• Exercise objective
Lines from the first one down to the one containing "2px #4a3d39) drop-shadow(0" in the data below are the only ones needed; please return them exactly, both ends included.

-- Source information follows --

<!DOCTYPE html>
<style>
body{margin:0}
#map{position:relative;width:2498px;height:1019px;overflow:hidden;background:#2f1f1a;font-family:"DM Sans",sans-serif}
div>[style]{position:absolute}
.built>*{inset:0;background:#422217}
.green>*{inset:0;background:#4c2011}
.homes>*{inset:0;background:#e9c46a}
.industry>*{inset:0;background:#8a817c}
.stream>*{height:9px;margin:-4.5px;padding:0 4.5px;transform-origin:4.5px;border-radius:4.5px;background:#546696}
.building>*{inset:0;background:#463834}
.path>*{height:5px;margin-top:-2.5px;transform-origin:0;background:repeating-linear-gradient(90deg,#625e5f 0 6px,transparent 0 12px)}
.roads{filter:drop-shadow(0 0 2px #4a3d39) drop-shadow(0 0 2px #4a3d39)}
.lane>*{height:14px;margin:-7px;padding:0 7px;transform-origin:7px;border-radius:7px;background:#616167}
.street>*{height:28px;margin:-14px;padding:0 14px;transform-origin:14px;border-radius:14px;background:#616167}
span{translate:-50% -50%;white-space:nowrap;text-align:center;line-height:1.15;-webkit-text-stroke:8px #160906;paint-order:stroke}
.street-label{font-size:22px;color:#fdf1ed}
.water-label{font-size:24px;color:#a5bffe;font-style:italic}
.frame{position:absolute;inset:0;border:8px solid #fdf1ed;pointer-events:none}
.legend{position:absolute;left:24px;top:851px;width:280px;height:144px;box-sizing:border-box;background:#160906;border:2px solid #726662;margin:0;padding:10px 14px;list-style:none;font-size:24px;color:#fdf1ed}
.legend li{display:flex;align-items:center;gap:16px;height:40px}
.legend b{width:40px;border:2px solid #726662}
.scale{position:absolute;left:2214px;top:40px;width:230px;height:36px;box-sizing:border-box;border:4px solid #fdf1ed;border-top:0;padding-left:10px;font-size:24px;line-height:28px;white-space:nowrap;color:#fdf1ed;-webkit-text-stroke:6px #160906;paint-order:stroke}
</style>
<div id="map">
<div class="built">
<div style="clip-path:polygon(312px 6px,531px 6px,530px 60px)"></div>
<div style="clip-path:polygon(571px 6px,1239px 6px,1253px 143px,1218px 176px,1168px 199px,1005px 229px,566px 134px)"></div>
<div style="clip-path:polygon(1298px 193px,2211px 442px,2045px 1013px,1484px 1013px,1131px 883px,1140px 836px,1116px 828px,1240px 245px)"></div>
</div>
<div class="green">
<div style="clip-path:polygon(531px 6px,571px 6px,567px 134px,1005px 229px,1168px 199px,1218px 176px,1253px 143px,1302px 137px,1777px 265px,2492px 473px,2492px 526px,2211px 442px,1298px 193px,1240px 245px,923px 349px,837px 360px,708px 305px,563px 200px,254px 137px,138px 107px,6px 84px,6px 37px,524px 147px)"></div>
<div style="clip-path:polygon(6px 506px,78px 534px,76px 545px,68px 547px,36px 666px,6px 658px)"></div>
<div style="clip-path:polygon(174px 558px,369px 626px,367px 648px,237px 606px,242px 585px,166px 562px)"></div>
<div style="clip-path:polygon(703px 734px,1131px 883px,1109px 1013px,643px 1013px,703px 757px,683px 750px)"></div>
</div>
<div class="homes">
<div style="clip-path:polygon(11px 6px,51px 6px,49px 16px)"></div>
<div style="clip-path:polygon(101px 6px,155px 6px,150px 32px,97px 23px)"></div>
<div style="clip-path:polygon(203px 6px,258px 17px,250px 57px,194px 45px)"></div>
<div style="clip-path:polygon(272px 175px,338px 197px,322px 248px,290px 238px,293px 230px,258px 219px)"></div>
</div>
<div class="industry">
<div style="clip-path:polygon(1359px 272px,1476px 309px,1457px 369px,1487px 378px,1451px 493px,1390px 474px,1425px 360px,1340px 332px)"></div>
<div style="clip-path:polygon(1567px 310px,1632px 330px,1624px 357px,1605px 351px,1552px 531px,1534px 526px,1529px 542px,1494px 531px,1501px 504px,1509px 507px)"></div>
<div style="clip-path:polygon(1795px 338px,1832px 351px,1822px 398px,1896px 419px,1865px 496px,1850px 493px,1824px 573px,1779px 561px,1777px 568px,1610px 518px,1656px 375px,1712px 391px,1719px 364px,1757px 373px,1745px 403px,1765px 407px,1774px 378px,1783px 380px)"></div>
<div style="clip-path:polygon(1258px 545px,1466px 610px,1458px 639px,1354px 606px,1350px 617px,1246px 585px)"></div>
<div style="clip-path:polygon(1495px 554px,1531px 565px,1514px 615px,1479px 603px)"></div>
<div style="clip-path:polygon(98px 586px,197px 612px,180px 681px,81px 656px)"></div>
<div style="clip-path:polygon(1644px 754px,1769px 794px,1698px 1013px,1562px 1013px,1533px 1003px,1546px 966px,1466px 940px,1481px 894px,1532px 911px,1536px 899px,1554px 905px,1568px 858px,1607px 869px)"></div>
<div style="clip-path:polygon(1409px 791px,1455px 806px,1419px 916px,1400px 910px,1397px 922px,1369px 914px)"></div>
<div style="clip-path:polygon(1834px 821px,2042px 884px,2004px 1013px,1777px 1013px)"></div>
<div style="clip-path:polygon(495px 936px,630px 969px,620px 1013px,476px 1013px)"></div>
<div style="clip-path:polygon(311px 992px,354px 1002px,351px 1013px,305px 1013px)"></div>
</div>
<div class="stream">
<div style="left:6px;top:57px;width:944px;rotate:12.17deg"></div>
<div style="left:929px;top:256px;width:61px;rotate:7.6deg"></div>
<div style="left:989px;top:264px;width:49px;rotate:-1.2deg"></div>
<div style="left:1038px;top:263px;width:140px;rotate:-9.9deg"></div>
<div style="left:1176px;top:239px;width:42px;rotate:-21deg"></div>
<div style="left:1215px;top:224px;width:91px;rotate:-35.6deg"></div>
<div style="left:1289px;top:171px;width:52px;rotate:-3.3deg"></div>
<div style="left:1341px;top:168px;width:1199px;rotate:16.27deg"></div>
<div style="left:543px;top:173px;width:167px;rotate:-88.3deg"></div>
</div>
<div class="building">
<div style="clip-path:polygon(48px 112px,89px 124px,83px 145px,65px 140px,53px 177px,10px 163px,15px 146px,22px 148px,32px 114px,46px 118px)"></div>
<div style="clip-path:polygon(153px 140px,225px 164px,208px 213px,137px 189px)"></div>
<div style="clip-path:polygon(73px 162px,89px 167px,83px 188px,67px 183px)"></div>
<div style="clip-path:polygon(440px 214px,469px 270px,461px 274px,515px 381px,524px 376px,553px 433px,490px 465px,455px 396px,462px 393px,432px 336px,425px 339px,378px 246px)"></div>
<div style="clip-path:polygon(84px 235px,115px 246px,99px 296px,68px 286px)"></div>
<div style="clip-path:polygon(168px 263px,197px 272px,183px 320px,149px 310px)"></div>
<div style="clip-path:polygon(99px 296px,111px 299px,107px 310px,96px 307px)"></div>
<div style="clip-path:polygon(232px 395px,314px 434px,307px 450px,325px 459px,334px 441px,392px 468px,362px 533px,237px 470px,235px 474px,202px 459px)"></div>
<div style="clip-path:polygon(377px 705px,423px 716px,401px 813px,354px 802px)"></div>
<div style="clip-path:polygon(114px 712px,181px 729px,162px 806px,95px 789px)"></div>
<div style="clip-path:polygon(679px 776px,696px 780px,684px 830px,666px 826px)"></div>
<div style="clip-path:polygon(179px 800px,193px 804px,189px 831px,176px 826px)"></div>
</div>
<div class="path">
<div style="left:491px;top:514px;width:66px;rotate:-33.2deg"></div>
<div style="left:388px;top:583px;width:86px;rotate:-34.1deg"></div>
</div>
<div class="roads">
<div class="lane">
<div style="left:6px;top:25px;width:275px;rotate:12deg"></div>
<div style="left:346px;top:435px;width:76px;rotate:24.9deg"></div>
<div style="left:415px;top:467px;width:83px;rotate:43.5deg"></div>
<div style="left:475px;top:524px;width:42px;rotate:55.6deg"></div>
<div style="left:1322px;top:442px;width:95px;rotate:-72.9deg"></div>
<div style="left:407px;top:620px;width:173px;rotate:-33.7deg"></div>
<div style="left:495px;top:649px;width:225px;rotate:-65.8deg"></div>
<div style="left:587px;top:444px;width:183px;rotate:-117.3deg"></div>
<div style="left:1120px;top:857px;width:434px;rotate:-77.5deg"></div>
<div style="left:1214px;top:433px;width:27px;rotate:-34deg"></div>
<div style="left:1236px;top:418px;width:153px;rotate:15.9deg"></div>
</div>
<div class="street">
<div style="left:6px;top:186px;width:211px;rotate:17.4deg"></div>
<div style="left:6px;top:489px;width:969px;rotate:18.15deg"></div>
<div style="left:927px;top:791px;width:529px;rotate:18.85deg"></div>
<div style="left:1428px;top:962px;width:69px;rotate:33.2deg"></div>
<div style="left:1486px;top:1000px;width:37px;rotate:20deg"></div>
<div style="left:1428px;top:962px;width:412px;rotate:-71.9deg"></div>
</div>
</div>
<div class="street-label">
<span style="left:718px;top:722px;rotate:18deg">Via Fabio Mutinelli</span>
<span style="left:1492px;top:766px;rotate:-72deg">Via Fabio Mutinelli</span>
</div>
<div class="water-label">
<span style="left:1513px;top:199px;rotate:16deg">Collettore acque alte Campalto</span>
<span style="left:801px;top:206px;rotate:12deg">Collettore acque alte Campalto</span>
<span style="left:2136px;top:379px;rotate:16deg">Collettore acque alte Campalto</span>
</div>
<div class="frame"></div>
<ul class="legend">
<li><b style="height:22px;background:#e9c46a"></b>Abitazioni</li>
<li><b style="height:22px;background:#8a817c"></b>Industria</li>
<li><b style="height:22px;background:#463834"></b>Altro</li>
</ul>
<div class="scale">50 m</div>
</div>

-- Source information concluded --

• Result for this exercise
<!DOCTYPE html>
<style>
body{margin:0}
#map{position:relative;width:2498px;height:1019px;overflow:hidden;background:#2f1f1a;font-family:"DM Sans",sans-serif}
div>[style]{position:absolute}
.built>*{inset:0;background:#422217}
.green>*{inset:0;background:#4c2011}
.homes>*{inset:0;background:#e9c46a}
.industry>*{inset:0;background:#8a817c}
.stream>*{height:9px;margin:-4.5px;padding:0 4.5px;transform-origin:4.5px;border-radius:4.5px;background:#546696}
.building>*{inset:0;background:#463834}
.path>*{height:5px;margin-top:-2.5px;transform-origin:0;background:repeating-linear-gradient(90deg,#625e5f 0 6px,transparent 0 12px)}
.roads{filter:drop-shadow(0 0 2px #4a3d39) drop-shadow(0 0 2px #4a3d39)}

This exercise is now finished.